In only 20 of the 83 studies (24%) were the ultrasound data collected prospectively and explicitly for research purposes, whereas, in 13 studies (16%), a retrospective analysis of an existing database was performed. In all the remainder, it was unclear whether a prospective or retrospective design was used, or whether the ultrasound examinations were performed for research purposes or as part of routine clinical care.

The frequencies of ‘low risk of bias’ in each of the three groups of methodological criteria are presented in Figures 2–4. Highest risk of bias was noted in the following fields: ‘Inclusion/exclusion criteria’, where none of the studies defined a rigorous set of antenatal or fetal conditions that should be excluded from analysis in order to ensure a normal pregnancy outcome (Figure 2, item 1.6); ‘Ultrasound quality control measures’, where no study demonstrated a comprehensive quality assurance strategy (Figure 4, item 3.6); and ‘Sample size calculation’, which was apparent in only six studies (Figure 2, item 1.7).

Figure 2.

 Methodological quality of included studies: study design.

Figure 3.

 Methodological quality of included studies: statistical methods.

Figure 4.

 Methodological quality of included studies: reporting methods.

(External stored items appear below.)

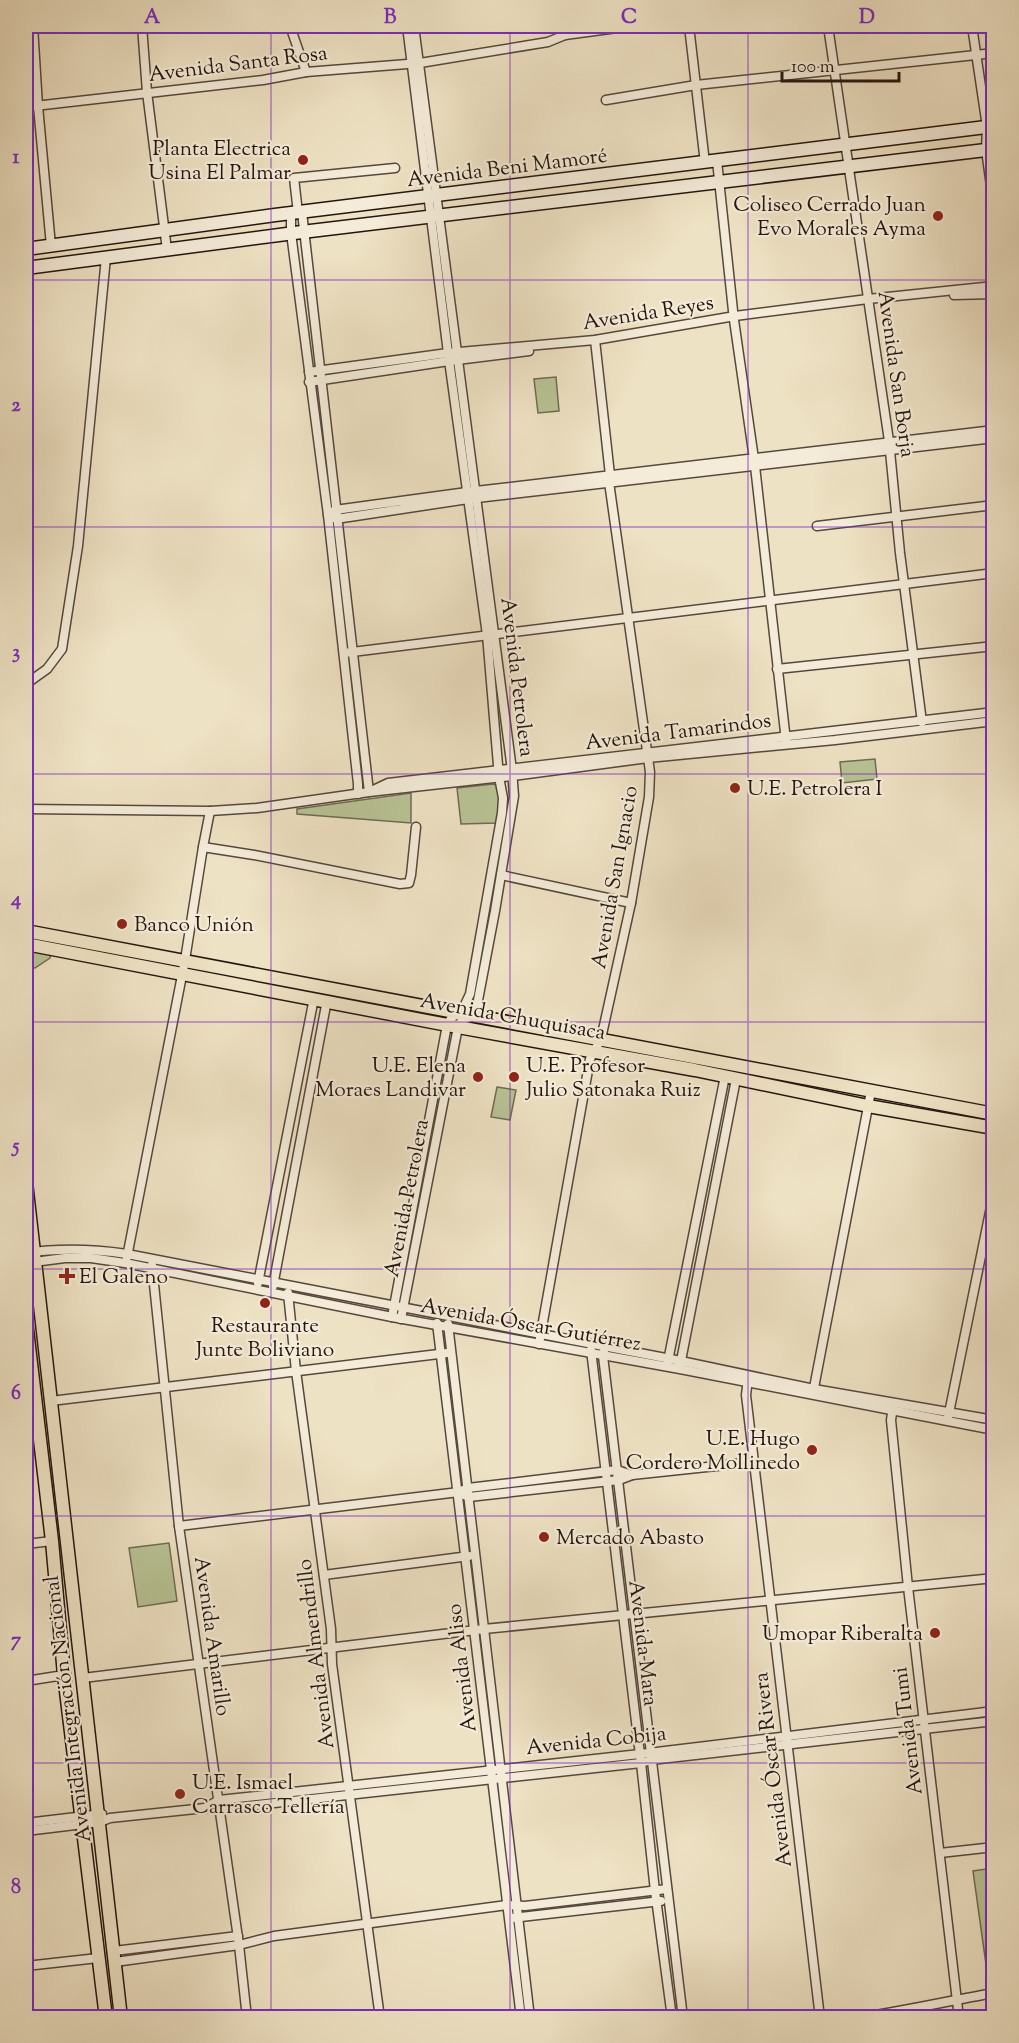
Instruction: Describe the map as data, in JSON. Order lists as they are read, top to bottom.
{
  "streets": {
    "main road": ["Avenida Chuquisaca", "Avenida Integración Nacional"],
    "street": [
      "Avenida Santa Rosa",
      "Avenida Beni Mamoré",
      "Avenida Reyes",
      "Avenida San Borja",
      "Avenida Petrolera",
      "Avenida Tamarindos",
      "Avenida San Ignacio",
      "Avenida Óscar Gutiérrez",
      "Avenida Amarillo",
      "Avenida Mara",
      "Avenida Almendrillo",
      "Avenida Aliso",
      "Avenida Tumi",
      "Avenida Cobija",
      "Avenida Óscar Rivera"
    ]
  },
  "crossings": [
    ["Avenida Santa Rosa", "Avenida Petrolera"],
    ["Avenida Beni Mamoré", "Avenida San Borja"],
    ["Avenida Beni Mamoré", "Avenida Petrolera"],
    ["Avenida Reyes", "Avenida San Borja"],
    ["Avenida Reyes", "Avenida Petrolera"],
    ["Avenida Reyes", "Avenida San Ignacio"],
    ["Avenida San Borja", "Avenida Tamarindos"],
    ["Avenida Petrolera", "Avenida Tamarindos"],
    ["Avenida Petrolera", "Avenida Chuquisaca"],
    ["Avenida Petrolera", "Avenida Óscar Gutiérrez"],
    ["Avenida Tamarindos", "Avenida San Ignacio"],
    ["Avenida San Ignacio", "Avenida Chuquisaca"],
    ["Avenida San Ignacio", "Avenida Óscar Gutiérrez"],
    ["Avenida Óscar Gutiérrez", "Avenida Amarillo"],
    ["Avenida Óscar Gutiérrez", "Avenida Mara"],
    ["Avenida Óscar Gutiérrez", "Avenida Almendrillo"],
    ["Avenida Óscar Gutiérrez", "Avenida Aliso"],
    ["Avenida Óscar Gutiérrez", "Avenida Integración Nacional"],
    ["Avenida Óscar Gutiérrez", "Avenida Tumi"],
    ["Avenida Óscar Gutiérrez", "Avenida Óscar Rivera"],
    ["Avenida Amarillo", "Avenida Cobija"],
    ["Avenida Mara", "Avenida Cobija"],
    ["Avenida Almendrillo", "Avenida Cobija"],
    ["Avenida Aliso", "Avenida Cobija"],
    ["Avenida Integración Nacional", "Avenida Cobija"],
    ["Avenida Tumi", "Avenida Cobija"],
    ["Avenida Cobija", "Avenida Óscar Rivera"]
  ],
  "places": {
    "other": [
      "Planta Electrica Usina El Palmar",
      "Coliseo Cerrado Juan Evo Morales Ayma",
      "U.E. Petrolera I",
      "Banco Unión",
      "U.E. Elena Moraes Landivar",
      "U.E. Profesor Julio Satonaka Ruiz",
      "Restaurante Junte Boliviano",
      "U.E. Hugo Cordero Mollinedo",
      "Mercado Abasto",
      "Umopar Riberalta",
      "U.E. Ismael Carrasco Tellería"
    ],
    "health": ["El Galeno"]
  },
  "scale_bar": "100 m",
  "grid": {
    "columns": [
      "A",
      "B",
      "C",
      "D"
    ],
    "rows": [
      "1",
      "2",
      "3",
      "4",
      "5",
      "6",
      "7",
      "8"
    ]
  }
}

Although some individual criteria of participant selection were used in different studies, such as shown in Figure 5, there was no study which systematically used all of these. Conversely, in 22 studies (27%), inappropriate exclusions were applied, such as removing from the final analysis cases on the outer percentiles of the ultrasound measurement or birthweight.

Figure 5.

 Exclusion criteria used in the included studies.

None of the studies in this review used a comprehensive ultrasound quality control strategy incorporating the items in Figure 6. In approximately one-half of the studies (40 studies), ultrasound examinations were performed by multiple sonographers, yet an exercise to standardise participating sonographers was reported in only four studies. No study reported the use of an image scoring method for the purpose of ultrasound quality assurance; in only four studies was it ensured that sonographers were blind to the actual measurement recorded during the examination.

Figure 6.

 Ultrasound quality assurance measures in the included studies.

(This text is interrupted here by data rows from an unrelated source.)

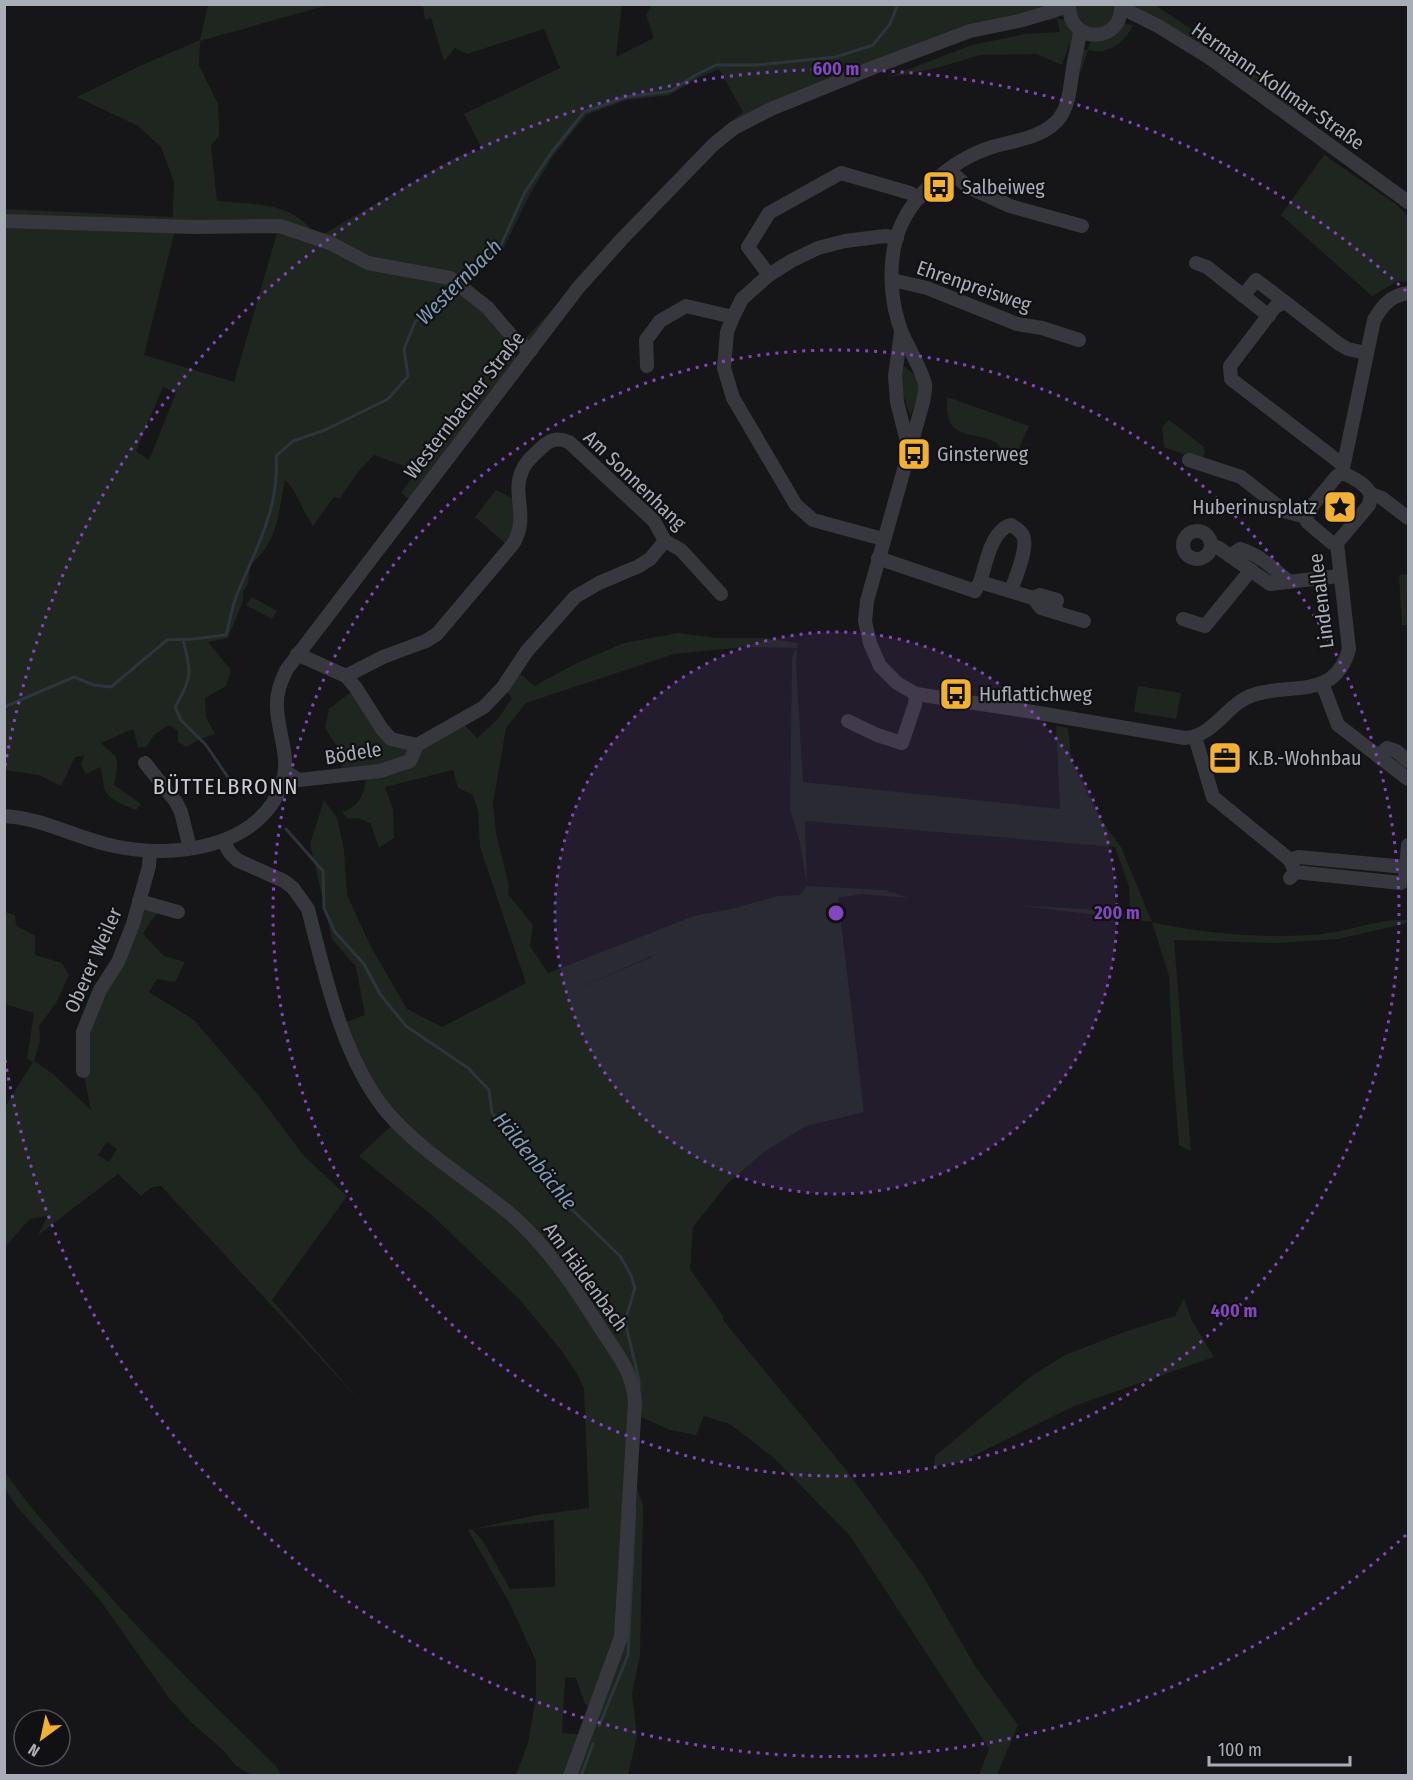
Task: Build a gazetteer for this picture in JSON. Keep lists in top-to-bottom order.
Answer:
{
  "streets": {
    "street": [
      "Hermann-Kollmar-Straße",
      "Ehrenpreisweg",
      "Westernbacher Straße",
      "Am Sonnenhang",
      "Lindenallee",
      "Bödele",
      "Oberer Weiler",
      "Am Häldenbach"
    ]
  },
  "crossings": [
    ["Westernbacher Straße", "Bödele"],
    ["Westernbacher Straße", "Oberer Weiler"],
    ["Westernbacher Straße", "Am Häldenbach"],
    ["Am Sonnenhang", "Bödele"]
  ],
  "districts": ["BÜTTELBRONN"],
  "water": ["Westernbach", "Häldenbächle"],
  "places": {
    "bus stop": ["Salbeiweg", "Ginsterweg", "Huflattichweg"],
    "place": ["Huberinusplatz"],
    "office": ["K.B.-Wohnbau"]
  },
  "scale_bar": "100 m",
  "north": "bottom left",
  "rings": ["600 m", "200 m", "400 m"]
}
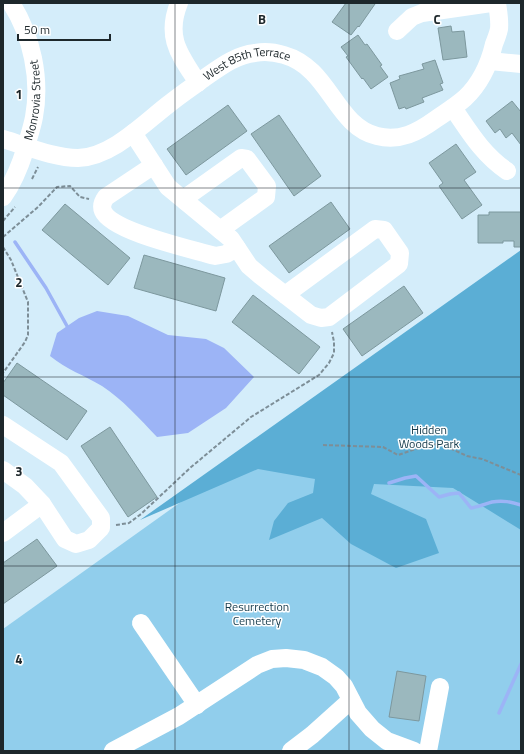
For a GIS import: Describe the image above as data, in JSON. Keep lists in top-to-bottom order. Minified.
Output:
{"streets":{"street":["West 85th Terrace","Monrovia Street"]},"crossings":[["West 85th Terrace","Monrovia Street"]],"parks":["Hidden Woods Park","Resurrection Cemetery"],"scale_bar":"50 m","grid":{"columns":["B","C"],"rows":["1","2","3","4"]}}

Table 4 shows the different methods used for gestational age estimation. Last menstrual period (LMP) used in isolation remains the most popular method. Only 12 studies (14%) used a dating method considered to be at low risk of bias, namely either CRL alone or LMP confirmed by CRL.

Table 4.   Dating methods used in the included studies
Type of datingNumber of studies (%)
  1. CRL, crown–rump length; LMP, last menstrual period; US, ultrasound.

LMP only37 (45)
LMP confirmed by US parameter (non-CRL)21 (25)
LMP confirmed by CRL9 (11)
Other6 (7)
Not stated5 (6)
CRL only3 (4)
US parameter only (non-CRL)2 (2)

Results from individual studies were reported in the form of tables, equations or charts as demonstrated in Figure 7. Although tables of median values (68 studies) and tables of percentile ranges (65 studies) were a common method of presentation, half of the time these contained the raw unmodelled data; fitted median values following analytical modelling were presented in 35 studies and fitted percentiles in 33 studies. An equation for the median was reported in 50 of 83 studies, whereas the standard deviation was mathematically expressed in 32 of 83 studies, either as a fixed number or as a function of gestation. Printed charts of the median and percentile curves were seen in the vast majority of the publications.

Figure 7.

 Use of presentation methods in the included studies.

On univariate regression analysis, positive predictors of quality score were the year of publication (P < 0.001), sample size of participating women (= 0.04) and teaching (as opposed to nonteaching) hospital status (P = 0.003). On multiple regression analysis, however, the effect of sample size and hospital type became nonsignificant, whereas only the year of publication persisted as a significant predictor of quality score with a coefficient of determination R2 = 0.24. A scatterplot of quality scores versus year of publication is shown in Appendix S5.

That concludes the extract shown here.